Letter from Rome: Pope Francis begins his most important year

Curia reform, new cardinals and trips to unexpected places will shape the pontiff's 2020
Letter from Rome: Pope Francis begins his most important year

Pope Francis holds a globe covered in children's drawings during a Vatican ceremony on Dec. 21, 2019. He is expected to do plenty of traveling this year in a defining 12 months. (Photo: Vincenzo Pinto/AFP)

Anno Domini MMXX. When the history of Pope Francis' time as bishop of Rome is finally written, there is a good chance that the Year of Our Lord 2020 will be recorded as the most important of his entire pontificate.

Some are wondering whether it may actually be his last.
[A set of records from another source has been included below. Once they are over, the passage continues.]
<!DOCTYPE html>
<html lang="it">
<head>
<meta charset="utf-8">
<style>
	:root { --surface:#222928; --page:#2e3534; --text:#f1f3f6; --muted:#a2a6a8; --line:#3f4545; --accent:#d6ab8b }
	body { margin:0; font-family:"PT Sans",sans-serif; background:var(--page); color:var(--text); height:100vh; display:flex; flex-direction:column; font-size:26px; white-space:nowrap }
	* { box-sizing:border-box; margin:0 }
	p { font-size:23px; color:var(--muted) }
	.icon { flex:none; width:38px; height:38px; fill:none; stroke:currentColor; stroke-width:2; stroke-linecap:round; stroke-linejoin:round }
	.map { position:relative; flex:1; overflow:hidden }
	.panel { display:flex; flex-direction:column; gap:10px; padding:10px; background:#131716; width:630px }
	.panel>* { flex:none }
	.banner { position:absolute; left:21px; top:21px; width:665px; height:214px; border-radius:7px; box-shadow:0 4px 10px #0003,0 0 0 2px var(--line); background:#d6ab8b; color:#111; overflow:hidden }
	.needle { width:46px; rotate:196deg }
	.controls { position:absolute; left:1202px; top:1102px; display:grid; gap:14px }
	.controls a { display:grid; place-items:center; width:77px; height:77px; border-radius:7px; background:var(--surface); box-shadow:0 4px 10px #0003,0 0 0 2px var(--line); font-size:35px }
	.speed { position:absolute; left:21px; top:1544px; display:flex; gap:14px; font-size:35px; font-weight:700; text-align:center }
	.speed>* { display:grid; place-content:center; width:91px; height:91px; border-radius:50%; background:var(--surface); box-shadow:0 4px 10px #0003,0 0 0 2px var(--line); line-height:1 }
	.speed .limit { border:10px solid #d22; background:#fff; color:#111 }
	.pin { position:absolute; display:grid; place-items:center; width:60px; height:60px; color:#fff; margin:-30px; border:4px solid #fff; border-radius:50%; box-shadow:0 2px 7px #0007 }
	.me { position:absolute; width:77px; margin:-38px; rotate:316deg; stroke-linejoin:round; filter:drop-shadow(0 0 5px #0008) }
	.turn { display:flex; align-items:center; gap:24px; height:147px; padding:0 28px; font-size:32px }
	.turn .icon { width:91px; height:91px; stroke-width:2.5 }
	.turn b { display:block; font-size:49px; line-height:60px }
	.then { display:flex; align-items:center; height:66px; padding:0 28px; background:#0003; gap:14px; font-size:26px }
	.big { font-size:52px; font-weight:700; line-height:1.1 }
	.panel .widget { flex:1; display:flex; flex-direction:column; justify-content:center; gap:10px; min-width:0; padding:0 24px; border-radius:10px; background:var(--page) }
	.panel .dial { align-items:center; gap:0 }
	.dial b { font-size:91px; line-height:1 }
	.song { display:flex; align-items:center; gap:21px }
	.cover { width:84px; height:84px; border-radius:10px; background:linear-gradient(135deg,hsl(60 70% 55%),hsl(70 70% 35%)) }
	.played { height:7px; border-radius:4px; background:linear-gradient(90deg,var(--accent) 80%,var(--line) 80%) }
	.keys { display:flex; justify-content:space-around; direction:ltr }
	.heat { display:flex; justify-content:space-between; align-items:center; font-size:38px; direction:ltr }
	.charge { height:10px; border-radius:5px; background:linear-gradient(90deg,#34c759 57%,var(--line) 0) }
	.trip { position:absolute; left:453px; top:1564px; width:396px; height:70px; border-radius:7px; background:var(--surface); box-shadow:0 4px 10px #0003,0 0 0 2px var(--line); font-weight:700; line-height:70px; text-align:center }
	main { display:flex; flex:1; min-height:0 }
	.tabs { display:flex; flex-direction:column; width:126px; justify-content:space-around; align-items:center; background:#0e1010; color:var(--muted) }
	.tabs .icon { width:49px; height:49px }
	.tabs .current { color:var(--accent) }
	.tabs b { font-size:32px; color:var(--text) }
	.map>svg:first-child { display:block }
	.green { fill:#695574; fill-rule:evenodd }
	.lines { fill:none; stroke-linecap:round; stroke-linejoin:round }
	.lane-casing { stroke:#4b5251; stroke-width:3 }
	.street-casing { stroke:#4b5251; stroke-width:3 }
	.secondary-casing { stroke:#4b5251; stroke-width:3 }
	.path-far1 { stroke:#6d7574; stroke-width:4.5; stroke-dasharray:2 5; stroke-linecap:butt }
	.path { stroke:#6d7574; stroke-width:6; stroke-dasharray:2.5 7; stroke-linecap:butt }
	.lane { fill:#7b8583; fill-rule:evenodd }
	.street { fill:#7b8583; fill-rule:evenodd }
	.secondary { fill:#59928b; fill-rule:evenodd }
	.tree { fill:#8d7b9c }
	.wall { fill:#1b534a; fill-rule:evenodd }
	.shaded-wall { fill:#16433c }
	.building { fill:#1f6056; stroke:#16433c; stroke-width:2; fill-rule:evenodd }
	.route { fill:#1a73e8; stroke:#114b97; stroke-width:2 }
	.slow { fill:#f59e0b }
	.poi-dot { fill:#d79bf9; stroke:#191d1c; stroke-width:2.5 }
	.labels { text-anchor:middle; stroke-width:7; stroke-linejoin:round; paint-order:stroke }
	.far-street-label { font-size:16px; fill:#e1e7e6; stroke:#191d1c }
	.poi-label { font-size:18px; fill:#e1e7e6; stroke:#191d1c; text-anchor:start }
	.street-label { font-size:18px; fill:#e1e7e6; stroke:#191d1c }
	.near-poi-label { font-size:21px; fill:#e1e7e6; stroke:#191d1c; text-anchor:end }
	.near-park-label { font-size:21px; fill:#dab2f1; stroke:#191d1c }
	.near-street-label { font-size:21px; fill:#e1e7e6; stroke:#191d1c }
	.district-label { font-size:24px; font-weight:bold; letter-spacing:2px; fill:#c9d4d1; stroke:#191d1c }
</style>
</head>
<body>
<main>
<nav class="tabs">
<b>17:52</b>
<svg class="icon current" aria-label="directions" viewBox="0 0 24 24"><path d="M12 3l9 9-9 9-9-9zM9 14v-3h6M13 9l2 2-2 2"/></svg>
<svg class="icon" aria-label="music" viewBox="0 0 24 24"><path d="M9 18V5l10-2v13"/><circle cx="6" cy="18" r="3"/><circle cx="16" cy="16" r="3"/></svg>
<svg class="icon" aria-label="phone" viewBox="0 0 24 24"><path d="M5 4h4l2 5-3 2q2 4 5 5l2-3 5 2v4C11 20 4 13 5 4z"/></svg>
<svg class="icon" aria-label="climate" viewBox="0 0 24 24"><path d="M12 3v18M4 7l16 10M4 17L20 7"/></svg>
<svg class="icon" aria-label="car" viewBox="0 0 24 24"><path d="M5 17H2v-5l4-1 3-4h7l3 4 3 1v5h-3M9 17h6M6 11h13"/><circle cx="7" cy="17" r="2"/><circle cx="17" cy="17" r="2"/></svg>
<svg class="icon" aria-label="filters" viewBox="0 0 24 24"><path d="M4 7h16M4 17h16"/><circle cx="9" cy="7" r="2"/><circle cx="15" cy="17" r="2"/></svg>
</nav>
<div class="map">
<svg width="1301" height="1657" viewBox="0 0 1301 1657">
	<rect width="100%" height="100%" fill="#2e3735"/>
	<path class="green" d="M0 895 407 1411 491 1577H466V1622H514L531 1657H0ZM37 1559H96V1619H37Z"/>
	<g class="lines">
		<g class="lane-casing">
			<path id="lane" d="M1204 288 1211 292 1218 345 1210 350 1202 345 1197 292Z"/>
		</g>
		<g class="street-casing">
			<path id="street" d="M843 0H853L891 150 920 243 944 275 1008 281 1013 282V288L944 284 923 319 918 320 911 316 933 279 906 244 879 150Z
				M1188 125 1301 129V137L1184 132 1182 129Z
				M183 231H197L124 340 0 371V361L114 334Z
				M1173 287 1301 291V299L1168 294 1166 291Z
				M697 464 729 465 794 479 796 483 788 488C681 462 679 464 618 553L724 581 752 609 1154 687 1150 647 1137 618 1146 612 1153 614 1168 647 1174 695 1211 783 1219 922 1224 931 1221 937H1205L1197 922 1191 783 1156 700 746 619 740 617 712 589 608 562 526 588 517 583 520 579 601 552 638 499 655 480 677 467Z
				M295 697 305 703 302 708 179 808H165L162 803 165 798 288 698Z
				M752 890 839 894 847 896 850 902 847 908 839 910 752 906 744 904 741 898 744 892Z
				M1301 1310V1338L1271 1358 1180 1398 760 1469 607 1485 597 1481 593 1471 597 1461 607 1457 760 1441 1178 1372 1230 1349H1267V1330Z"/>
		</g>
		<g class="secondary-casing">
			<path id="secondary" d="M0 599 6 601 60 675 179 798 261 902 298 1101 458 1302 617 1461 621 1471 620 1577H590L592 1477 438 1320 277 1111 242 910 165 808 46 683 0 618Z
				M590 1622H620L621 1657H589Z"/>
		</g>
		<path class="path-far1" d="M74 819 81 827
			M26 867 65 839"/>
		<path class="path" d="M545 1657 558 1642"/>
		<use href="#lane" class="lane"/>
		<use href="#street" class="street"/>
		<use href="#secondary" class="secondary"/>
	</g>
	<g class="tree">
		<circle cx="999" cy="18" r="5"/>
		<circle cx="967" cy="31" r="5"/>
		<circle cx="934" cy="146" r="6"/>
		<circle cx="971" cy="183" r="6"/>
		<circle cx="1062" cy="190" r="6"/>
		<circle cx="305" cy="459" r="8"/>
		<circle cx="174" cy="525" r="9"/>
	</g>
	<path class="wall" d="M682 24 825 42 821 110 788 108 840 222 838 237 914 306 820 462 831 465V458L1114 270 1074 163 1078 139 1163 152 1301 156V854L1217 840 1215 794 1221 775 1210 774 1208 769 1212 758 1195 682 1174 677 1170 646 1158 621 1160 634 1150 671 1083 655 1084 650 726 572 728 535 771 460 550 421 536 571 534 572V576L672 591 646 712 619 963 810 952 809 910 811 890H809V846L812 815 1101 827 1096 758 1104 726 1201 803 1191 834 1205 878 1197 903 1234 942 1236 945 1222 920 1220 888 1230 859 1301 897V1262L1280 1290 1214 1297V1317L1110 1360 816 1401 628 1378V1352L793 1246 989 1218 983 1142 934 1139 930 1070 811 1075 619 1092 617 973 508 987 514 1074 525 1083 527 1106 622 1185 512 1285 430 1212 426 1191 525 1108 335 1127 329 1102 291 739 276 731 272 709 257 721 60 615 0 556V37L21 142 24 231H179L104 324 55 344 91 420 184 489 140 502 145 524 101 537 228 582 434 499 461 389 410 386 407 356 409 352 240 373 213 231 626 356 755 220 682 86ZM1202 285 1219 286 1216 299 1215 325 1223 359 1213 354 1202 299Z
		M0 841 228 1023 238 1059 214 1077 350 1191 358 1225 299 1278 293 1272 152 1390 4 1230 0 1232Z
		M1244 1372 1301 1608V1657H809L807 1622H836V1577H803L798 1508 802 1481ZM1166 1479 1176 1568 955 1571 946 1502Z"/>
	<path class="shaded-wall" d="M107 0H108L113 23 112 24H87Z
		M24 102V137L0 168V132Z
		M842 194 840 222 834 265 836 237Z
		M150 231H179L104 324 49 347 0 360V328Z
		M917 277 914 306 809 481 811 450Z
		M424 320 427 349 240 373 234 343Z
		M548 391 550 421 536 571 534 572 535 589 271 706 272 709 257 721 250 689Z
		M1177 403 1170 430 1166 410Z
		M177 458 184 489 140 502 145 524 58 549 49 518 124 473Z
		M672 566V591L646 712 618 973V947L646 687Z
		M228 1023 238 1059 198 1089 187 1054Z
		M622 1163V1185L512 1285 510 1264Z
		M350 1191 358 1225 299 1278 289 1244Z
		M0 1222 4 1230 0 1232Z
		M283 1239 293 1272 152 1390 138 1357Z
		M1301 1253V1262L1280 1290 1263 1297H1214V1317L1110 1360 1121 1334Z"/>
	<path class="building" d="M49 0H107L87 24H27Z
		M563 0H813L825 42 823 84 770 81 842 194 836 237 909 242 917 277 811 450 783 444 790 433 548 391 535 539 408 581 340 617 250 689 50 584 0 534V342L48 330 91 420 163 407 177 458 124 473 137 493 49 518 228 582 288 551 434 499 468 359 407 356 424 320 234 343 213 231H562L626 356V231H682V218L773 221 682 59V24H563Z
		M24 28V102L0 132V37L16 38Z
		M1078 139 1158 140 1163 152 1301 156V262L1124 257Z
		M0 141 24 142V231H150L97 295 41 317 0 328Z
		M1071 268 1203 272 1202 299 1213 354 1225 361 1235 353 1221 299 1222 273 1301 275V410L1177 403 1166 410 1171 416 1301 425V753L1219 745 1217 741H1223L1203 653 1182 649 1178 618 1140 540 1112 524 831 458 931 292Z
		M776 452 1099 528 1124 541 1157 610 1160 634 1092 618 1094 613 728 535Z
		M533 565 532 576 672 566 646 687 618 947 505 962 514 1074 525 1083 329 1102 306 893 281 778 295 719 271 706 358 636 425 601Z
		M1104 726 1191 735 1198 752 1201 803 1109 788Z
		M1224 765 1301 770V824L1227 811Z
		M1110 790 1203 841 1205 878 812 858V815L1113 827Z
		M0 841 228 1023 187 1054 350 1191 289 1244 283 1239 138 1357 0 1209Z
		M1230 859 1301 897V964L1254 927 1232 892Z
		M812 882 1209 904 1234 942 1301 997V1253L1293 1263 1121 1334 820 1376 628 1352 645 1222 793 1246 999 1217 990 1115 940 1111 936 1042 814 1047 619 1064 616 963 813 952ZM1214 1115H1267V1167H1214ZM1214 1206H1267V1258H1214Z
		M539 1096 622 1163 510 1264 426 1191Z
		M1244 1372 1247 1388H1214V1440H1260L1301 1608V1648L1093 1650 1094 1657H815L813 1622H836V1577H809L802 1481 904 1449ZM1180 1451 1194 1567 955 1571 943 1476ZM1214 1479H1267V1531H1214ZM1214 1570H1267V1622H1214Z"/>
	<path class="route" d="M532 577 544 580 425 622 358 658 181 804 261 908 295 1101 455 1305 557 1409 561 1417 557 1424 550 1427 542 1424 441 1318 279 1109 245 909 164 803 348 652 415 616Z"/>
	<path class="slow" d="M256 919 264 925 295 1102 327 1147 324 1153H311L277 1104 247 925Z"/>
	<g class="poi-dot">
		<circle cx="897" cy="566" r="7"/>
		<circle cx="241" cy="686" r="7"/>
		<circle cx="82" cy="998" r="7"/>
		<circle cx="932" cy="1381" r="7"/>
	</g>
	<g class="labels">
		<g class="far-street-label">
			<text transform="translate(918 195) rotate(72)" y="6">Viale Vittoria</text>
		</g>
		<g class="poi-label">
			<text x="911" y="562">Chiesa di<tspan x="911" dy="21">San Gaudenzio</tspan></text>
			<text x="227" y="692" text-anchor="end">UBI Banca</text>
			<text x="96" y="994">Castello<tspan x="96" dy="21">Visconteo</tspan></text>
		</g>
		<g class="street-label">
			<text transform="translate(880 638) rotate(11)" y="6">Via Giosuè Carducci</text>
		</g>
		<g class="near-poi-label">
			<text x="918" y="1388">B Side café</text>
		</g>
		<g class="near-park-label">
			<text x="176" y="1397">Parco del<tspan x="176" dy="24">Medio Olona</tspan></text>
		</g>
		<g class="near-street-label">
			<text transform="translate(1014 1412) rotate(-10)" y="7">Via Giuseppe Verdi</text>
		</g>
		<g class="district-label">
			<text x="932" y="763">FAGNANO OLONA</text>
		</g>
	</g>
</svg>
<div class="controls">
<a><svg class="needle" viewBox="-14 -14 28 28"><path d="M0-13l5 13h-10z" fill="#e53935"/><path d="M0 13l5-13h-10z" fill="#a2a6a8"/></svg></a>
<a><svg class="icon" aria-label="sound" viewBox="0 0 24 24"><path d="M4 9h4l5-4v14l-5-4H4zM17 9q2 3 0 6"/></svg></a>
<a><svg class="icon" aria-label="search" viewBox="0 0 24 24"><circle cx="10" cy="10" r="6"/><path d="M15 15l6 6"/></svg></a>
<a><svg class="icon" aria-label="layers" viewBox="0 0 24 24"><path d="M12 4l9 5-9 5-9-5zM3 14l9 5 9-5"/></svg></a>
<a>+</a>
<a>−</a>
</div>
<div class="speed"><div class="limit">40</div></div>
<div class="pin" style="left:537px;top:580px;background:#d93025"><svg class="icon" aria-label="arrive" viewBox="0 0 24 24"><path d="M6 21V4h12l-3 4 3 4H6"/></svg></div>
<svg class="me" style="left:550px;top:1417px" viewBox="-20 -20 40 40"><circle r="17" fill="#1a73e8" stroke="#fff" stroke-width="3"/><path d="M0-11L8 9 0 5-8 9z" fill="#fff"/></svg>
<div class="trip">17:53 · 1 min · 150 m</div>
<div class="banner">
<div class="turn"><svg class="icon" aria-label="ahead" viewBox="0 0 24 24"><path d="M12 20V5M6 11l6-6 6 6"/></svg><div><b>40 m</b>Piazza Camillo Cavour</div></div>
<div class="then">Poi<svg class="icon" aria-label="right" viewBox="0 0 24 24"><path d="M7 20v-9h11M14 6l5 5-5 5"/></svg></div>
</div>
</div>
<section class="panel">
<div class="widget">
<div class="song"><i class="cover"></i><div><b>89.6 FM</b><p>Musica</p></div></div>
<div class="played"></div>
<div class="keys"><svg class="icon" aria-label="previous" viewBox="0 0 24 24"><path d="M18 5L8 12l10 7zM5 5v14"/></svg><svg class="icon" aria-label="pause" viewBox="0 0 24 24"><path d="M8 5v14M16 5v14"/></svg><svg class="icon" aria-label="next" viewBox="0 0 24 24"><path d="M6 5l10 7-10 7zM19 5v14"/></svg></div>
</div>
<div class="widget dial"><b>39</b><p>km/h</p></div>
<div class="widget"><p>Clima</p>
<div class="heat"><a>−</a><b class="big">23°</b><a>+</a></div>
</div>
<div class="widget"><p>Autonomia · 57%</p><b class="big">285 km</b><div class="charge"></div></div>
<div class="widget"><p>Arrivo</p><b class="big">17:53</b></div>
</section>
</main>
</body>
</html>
The pope's recent decisions to "retire" the powerful Italian churchman Angelo Sodano as dean of the College of Cardinals and to make Cardinal Luis Antonio Tagle of the Philippines head one of the most powerful Vatican offices — Propaganda Fide — are being read as signs that Francis is beginning to prepare for the election of his successor on the Chair of Peter.

The 83-year-old Jesuit pope will also be issuing two major documents in 2020, and probably a few others. He'll continue to travel the globe, possibly going to places where his predecessors had hoped to visit but were denied entry. And there's no doubt he will add more men to the illustrious red-hatted group from which will emerge the next bishop of Rome.

So any way one looks at this new calendar year, it will almost certainly prove to be pivotal.